START DATA TO EXAMINE
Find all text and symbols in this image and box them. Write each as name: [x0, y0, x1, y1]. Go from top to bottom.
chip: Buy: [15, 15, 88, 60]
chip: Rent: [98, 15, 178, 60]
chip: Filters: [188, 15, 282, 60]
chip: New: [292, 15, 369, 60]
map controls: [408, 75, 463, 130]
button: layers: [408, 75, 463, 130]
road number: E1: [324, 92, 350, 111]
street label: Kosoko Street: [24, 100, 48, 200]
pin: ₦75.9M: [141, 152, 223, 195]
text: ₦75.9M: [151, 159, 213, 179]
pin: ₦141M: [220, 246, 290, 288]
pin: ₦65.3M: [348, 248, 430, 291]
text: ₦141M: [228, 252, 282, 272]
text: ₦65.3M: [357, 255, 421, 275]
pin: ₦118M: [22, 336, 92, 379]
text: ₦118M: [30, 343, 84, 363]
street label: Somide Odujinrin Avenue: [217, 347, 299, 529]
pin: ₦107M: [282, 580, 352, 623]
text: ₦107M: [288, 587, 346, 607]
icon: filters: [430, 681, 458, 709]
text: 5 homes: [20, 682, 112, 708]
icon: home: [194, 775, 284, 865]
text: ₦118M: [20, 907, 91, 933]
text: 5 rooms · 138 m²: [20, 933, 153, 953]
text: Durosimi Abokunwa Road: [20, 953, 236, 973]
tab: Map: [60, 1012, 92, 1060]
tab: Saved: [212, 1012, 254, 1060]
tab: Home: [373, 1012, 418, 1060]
END DATA TO EXAMINE
START DATA TO EXAMINE
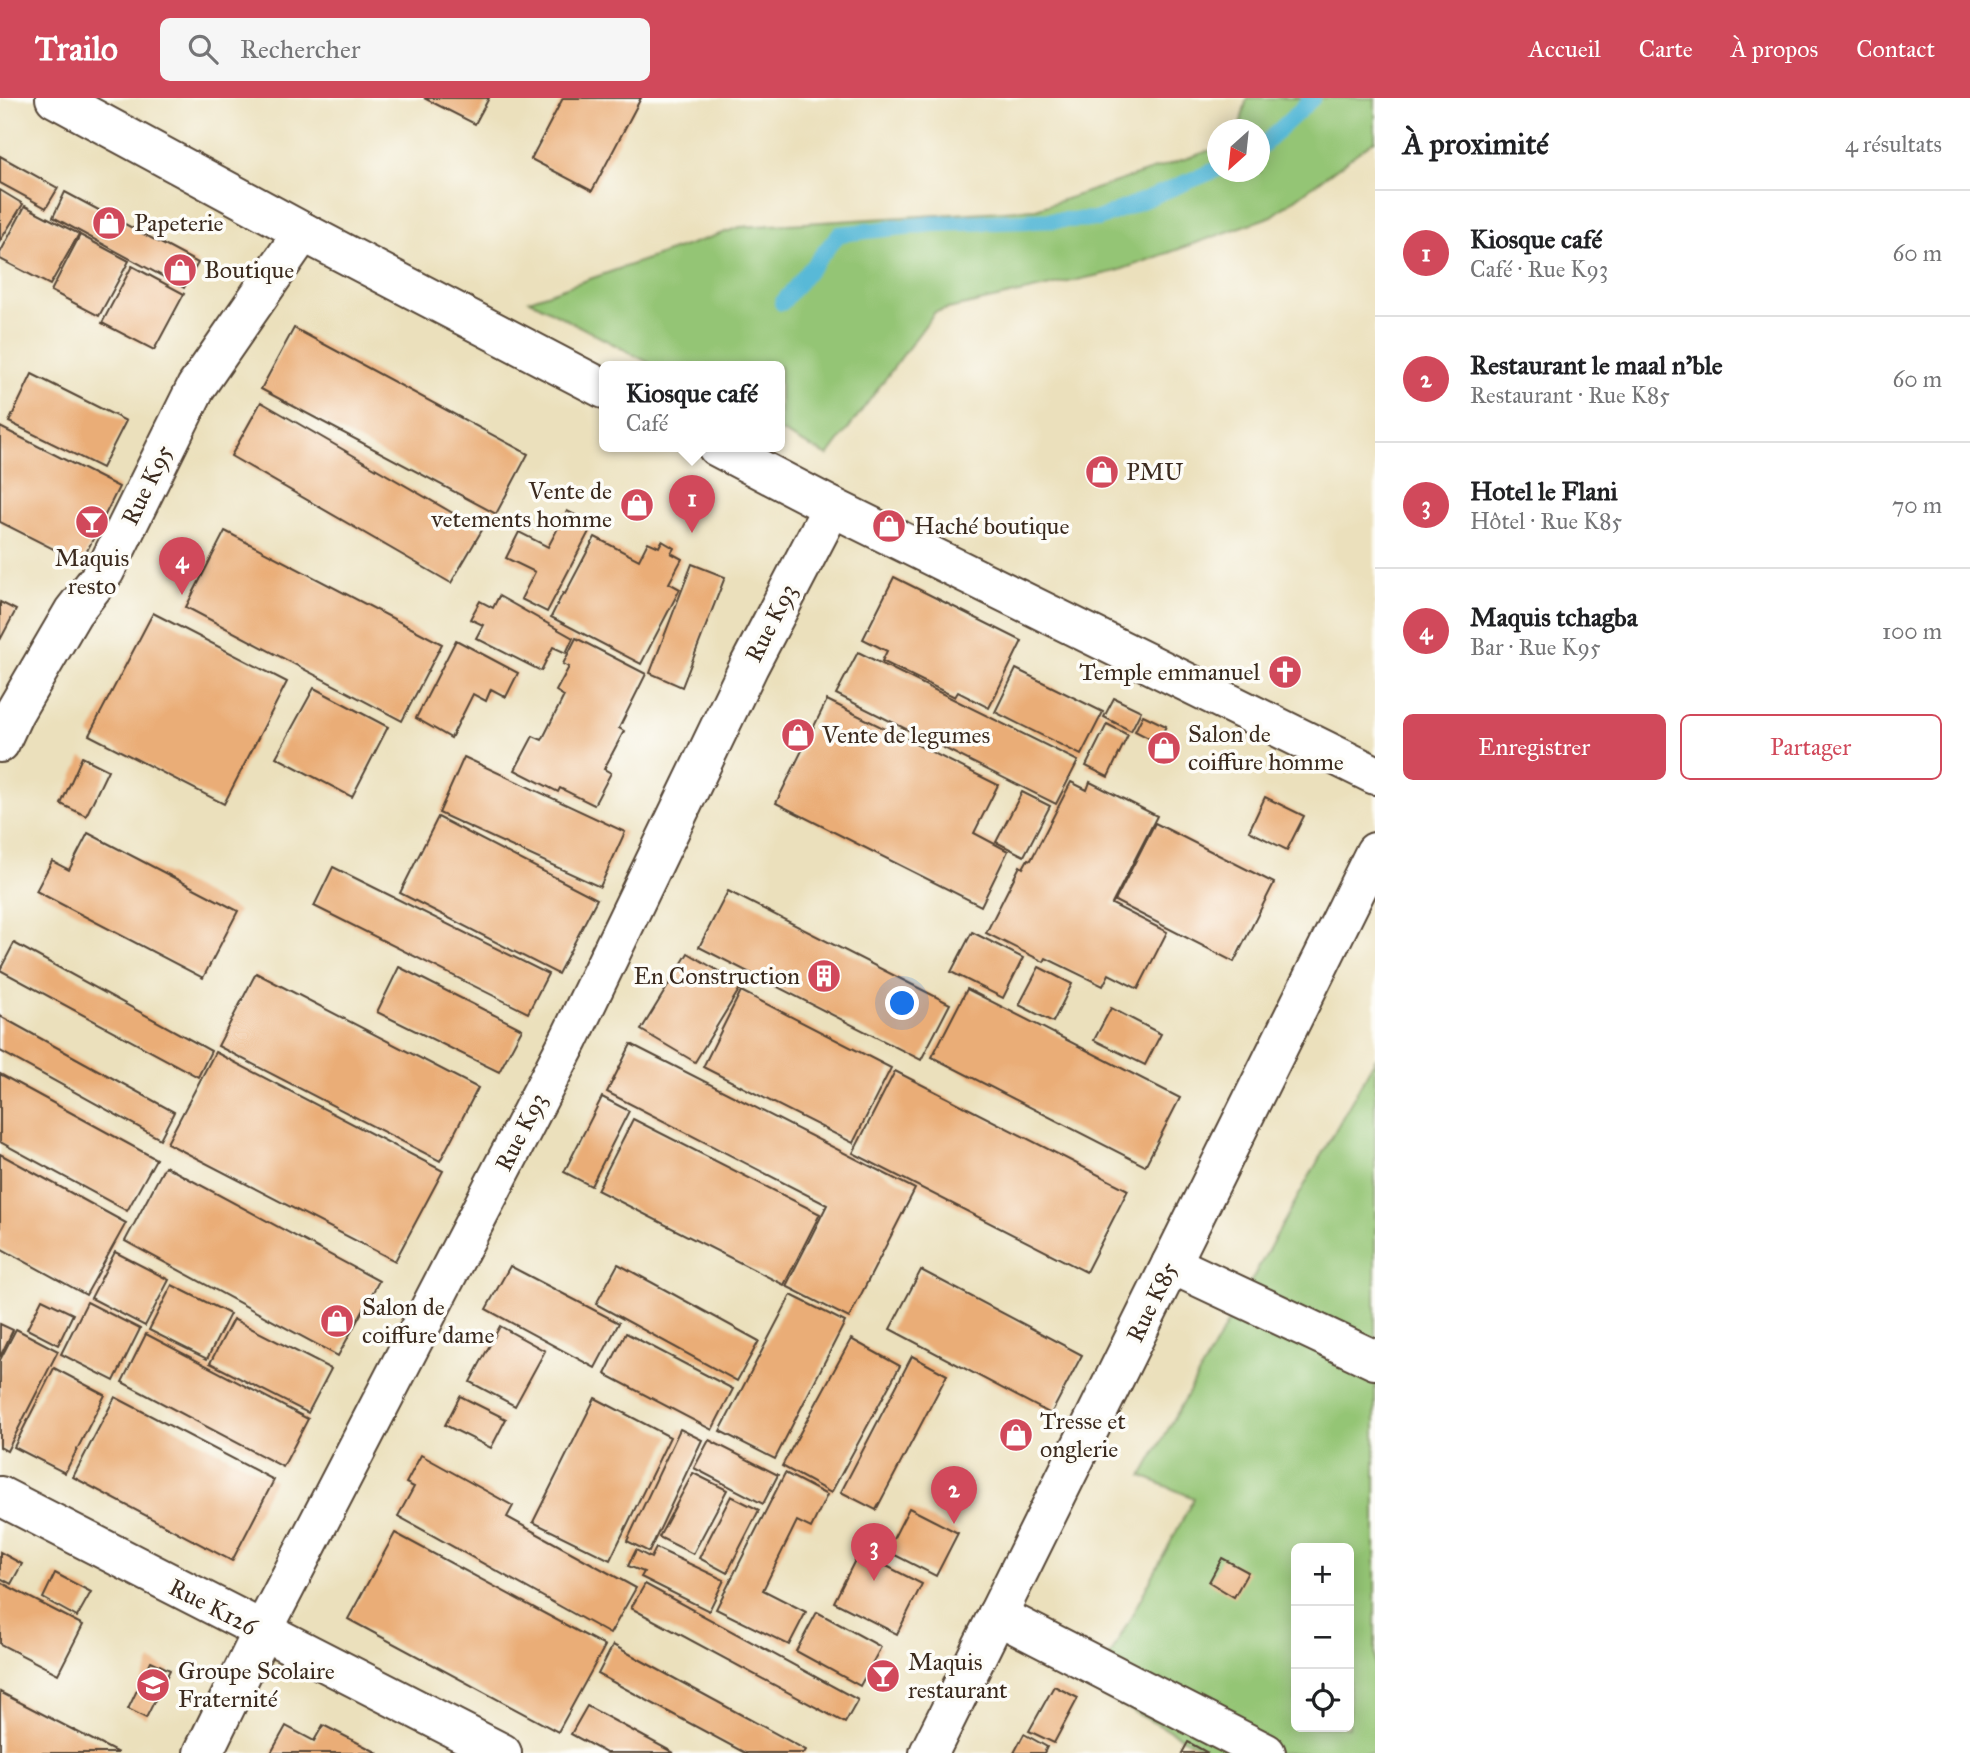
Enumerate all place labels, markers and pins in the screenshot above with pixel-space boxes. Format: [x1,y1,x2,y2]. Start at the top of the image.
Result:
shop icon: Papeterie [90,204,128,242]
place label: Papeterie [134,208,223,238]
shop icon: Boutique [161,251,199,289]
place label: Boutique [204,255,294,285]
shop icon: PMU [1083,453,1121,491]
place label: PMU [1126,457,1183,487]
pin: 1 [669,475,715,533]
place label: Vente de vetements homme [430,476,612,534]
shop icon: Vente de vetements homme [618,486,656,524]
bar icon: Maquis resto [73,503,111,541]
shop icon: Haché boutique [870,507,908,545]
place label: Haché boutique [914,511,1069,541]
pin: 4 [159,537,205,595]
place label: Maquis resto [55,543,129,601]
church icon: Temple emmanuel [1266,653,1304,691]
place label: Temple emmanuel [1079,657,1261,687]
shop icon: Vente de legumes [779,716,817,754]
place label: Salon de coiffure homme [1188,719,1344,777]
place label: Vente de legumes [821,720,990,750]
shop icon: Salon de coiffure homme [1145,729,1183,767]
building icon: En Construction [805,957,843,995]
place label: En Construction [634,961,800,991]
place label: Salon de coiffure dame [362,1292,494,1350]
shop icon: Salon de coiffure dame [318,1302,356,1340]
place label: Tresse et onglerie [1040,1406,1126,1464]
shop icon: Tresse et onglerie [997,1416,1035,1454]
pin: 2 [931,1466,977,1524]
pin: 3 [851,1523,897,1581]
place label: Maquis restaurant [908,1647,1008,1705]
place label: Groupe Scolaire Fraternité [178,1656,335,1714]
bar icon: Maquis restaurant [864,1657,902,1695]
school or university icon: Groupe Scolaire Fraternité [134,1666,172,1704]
END DATA TO EXAMINE
TASK DIRECTIONS: Search the listing above for the string "dame" and return each line it appears on.

OUTPUT FOR THIS TASK:
place label: Salon de coiffure dame [362,1292,494,1350]
shop icon: Salon de coiffure dame [318,1302,356,1340]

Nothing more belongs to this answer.